>>>
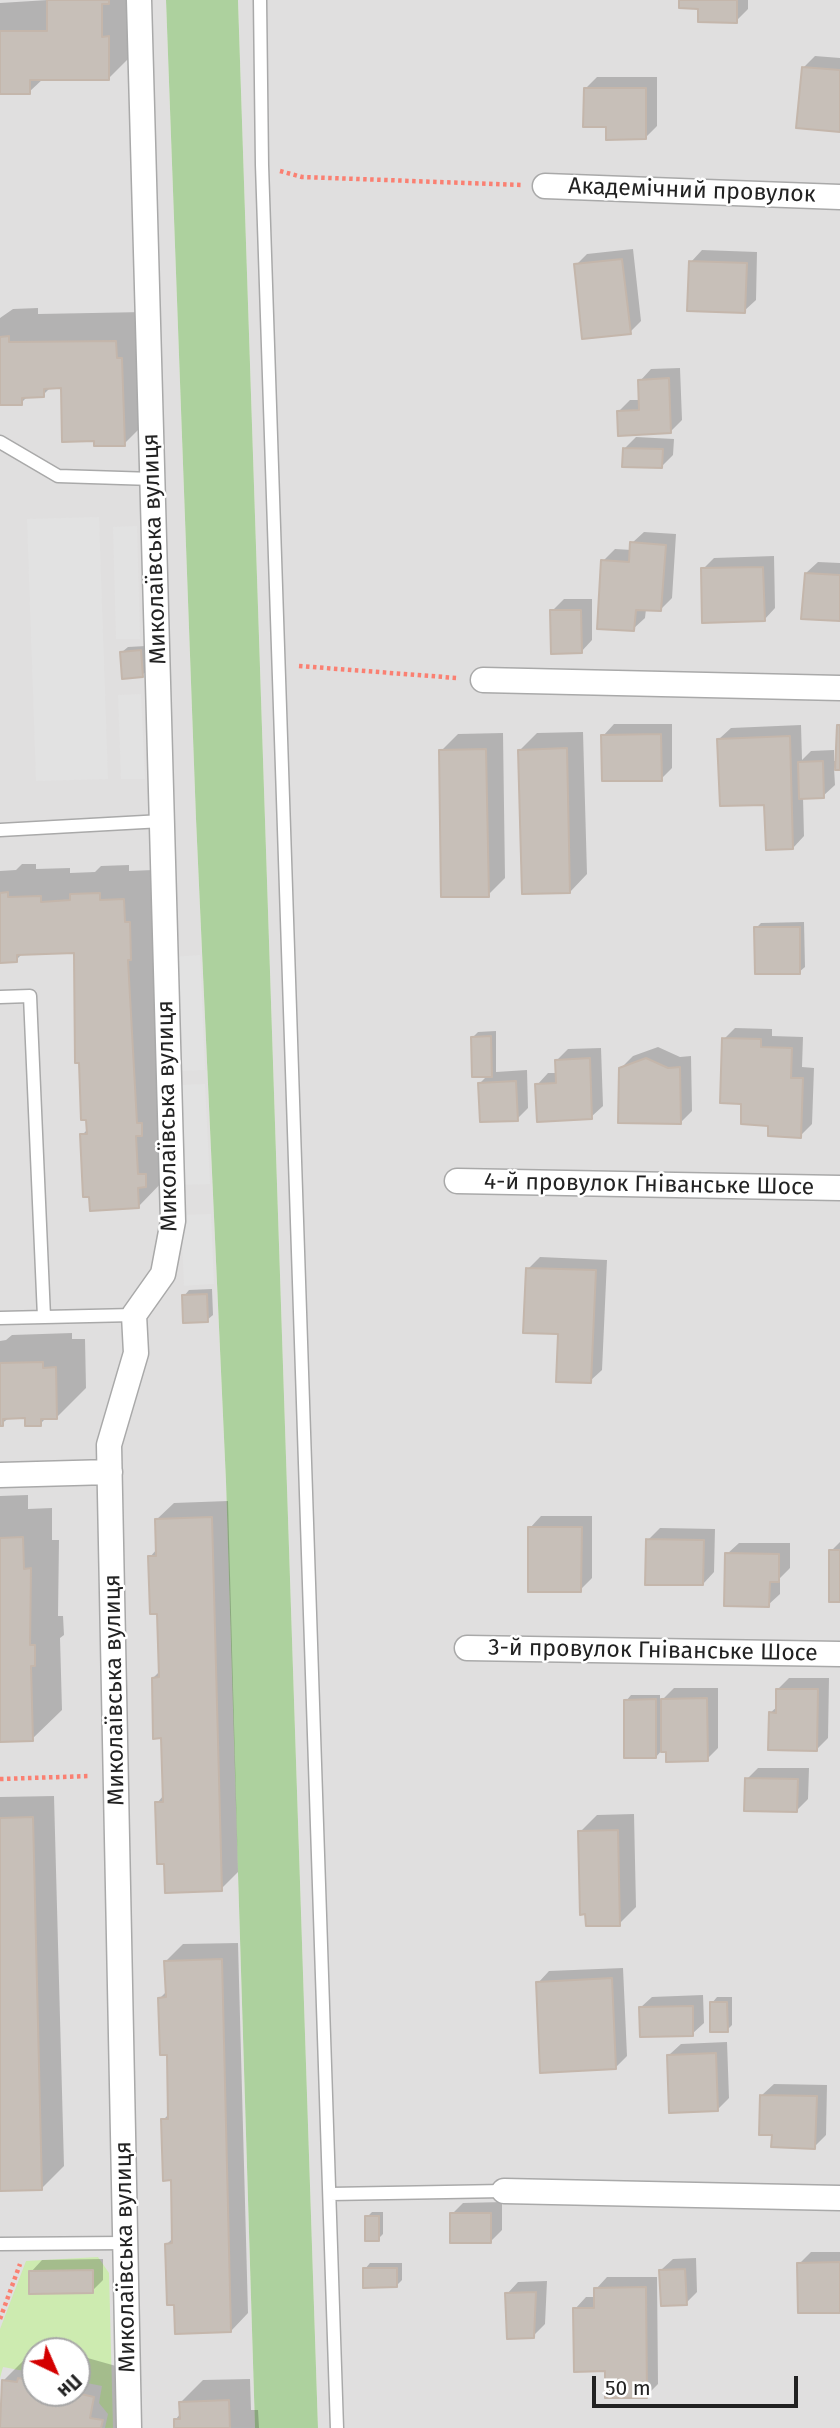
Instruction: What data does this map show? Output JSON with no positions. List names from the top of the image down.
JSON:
{
  "streets": {
    "street": [
      "Академічний провулок",
      "Миколаївська вулиця",
      "4-й провулок Гніванське Шосе",
      "3-й провулок Гніванське Шосе"
    ]
  },
  "scale_bar": "50 m",
  "north": "bottom right"
}
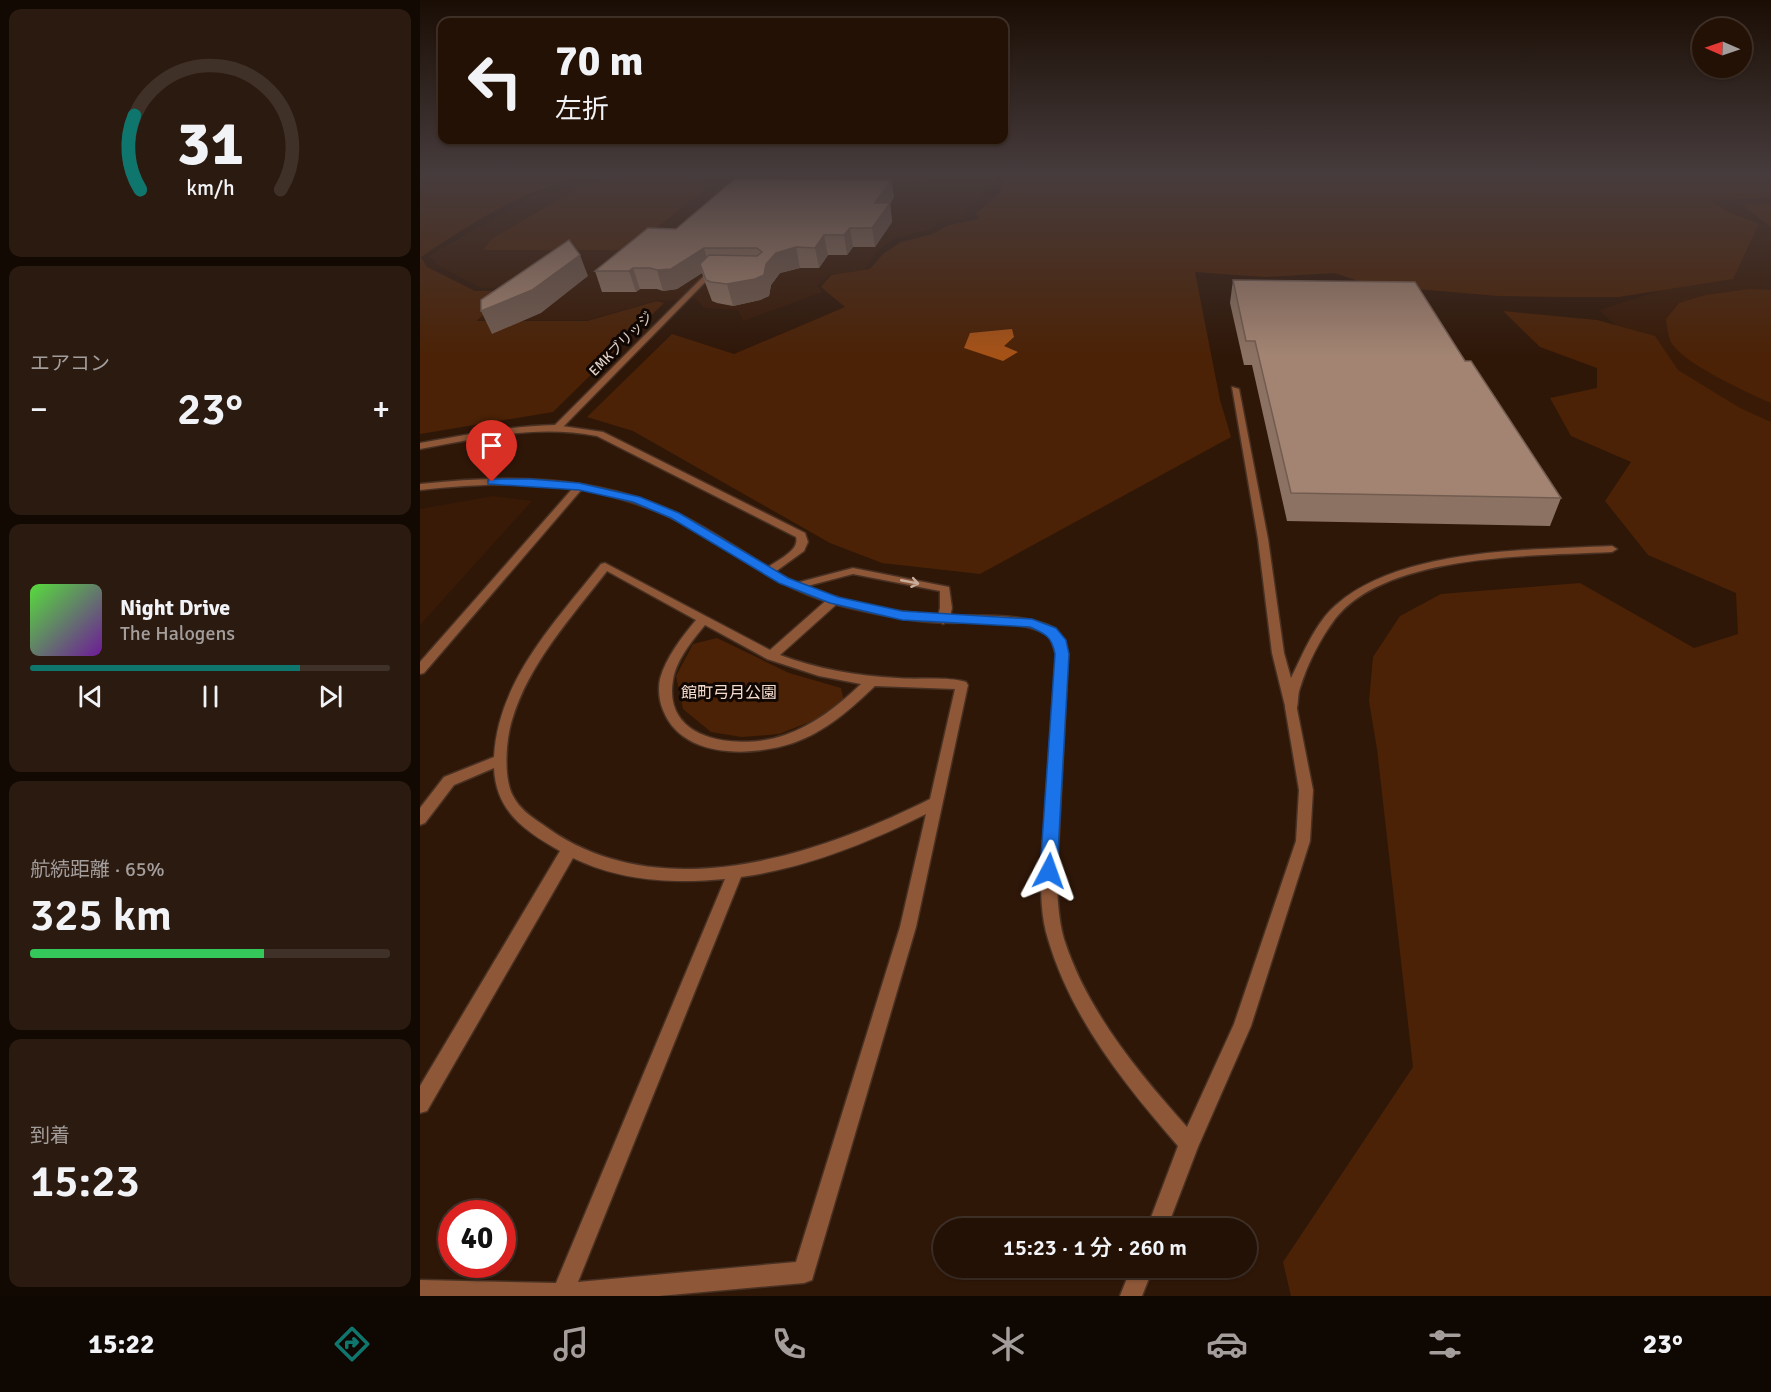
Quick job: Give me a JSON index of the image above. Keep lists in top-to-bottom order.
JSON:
<<<
> **Task prompt**
Copy, exactly and with nothing added, the lines from the one containing "Quick job: Give" through the end of the records.

> **Result**
Quick job: Give me a JSON index of the image above. Keep lists in top-to-bottom order.
JSON:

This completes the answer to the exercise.